[Saved entries]

· · · · ·

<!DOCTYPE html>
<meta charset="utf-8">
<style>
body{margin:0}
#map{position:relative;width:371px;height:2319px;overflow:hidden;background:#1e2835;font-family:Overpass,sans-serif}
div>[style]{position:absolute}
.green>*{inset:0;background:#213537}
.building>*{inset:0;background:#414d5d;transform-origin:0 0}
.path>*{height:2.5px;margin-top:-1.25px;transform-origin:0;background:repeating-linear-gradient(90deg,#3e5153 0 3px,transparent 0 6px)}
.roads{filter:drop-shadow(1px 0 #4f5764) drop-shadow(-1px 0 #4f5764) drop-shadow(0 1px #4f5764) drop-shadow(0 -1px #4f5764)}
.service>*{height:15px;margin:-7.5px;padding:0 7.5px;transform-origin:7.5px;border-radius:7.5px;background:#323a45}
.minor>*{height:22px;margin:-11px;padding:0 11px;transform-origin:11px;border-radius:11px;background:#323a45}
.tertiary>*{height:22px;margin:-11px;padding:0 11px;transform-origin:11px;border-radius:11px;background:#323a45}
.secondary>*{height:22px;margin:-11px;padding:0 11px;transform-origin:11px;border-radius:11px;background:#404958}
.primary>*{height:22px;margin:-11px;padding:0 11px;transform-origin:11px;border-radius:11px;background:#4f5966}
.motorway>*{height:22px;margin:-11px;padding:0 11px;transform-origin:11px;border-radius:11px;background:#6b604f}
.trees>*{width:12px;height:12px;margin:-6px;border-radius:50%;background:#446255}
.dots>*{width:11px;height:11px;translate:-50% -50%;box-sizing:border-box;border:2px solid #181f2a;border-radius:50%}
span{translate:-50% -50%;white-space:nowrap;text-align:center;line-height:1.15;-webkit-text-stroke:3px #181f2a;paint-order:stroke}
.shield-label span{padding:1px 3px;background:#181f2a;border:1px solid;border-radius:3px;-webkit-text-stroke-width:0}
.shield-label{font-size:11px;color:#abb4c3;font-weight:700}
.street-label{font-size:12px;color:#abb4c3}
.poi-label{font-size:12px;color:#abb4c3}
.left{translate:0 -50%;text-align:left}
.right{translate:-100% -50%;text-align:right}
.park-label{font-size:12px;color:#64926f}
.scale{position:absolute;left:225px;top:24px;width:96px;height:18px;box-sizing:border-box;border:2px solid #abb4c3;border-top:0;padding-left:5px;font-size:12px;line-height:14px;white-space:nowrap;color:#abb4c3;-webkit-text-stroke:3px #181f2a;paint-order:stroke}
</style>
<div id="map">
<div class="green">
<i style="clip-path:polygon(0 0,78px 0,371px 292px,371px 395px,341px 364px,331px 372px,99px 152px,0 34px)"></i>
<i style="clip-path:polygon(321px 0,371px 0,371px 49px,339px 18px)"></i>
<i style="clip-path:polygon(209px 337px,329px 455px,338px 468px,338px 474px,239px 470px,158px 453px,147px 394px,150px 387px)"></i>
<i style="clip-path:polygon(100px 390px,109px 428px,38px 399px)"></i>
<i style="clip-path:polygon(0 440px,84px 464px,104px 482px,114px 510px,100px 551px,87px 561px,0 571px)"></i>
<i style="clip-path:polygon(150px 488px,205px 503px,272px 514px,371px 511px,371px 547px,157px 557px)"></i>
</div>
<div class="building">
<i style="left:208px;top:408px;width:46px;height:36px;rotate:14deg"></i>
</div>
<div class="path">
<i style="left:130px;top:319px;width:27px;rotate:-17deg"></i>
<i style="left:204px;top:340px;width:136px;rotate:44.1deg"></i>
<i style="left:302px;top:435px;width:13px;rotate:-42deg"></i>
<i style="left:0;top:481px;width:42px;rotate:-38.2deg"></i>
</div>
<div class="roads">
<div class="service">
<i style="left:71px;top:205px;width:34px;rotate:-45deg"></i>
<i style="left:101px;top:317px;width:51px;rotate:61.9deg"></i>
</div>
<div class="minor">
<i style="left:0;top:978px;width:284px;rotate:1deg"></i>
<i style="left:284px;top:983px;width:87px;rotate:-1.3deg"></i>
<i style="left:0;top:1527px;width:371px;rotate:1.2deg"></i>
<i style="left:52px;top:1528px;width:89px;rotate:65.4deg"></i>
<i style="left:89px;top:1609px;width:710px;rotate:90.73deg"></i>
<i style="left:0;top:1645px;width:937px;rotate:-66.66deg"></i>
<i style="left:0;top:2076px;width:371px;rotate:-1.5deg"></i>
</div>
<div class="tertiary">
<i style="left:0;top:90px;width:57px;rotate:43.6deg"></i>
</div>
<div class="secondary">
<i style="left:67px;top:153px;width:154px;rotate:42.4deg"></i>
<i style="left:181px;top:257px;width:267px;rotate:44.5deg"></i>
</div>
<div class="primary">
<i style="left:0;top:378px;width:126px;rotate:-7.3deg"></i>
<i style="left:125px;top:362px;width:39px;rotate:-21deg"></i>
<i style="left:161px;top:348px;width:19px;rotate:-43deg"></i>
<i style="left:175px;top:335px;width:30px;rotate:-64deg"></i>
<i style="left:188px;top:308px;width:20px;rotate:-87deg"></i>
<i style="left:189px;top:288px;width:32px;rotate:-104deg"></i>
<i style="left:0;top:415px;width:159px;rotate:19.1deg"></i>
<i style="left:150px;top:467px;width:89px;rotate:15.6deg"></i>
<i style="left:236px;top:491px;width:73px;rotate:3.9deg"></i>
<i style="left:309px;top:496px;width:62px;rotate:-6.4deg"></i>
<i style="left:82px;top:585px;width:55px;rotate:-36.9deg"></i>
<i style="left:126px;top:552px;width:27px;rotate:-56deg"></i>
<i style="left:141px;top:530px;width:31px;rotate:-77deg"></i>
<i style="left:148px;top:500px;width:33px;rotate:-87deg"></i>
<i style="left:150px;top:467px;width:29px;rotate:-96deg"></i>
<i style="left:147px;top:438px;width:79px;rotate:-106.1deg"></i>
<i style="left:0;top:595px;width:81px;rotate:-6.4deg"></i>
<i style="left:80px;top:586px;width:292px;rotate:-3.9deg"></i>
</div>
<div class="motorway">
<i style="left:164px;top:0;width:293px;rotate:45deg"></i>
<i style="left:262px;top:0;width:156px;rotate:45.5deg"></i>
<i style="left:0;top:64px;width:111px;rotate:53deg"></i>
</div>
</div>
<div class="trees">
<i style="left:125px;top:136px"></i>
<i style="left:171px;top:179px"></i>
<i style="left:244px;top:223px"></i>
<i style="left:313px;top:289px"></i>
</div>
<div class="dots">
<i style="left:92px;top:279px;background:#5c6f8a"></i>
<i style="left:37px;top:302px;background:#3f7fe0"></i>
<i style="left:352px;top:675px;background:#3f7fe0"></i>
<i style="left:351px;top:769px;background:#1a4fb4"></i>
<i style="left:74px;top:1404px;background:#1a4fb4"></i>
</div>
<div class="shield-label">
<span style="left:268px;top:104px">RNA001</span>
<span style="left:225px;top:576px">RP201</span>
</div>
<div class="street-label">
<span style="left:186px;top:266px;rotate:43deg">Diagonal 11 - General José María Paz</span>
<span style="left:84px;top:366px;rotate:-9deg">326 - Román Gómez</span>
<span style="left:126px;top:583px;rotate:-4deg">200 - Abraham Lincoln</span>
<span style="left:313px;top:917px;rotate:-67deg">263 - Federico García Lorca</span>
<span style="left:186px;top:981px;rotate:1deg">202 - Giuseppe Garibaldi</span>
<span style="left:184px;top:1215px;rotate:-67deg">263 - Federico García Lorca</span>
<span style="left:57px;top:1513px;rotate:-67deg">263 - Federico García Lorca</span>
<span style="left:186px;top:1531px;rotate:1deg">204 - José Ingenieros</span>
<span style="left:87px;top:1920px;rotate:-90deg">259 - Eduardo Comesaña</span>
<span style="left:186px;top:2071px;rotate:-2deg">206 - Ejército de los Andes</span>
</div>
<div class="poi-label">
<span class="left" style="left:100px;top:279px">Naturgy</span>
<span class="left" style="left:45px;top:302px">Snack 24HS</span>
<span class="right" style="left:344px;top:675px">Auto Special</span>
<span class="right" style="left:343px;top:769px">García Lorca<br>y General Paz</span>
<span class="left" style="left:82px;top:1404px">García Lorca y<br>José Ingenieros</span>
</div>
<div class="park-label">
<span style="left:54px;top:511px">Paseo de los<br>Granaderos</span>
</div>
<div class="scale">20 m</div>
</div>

· · · · ·

### Work task
If a line above holds the word "General", copy it.

### Result of this exercise
<span style="left:186px;top:266px;rotate:43deg">Diagonal 11 - General José María Paz</span>
<span class="right" style="left:343px;top:769px">García Lorca<br>y General Paz</span>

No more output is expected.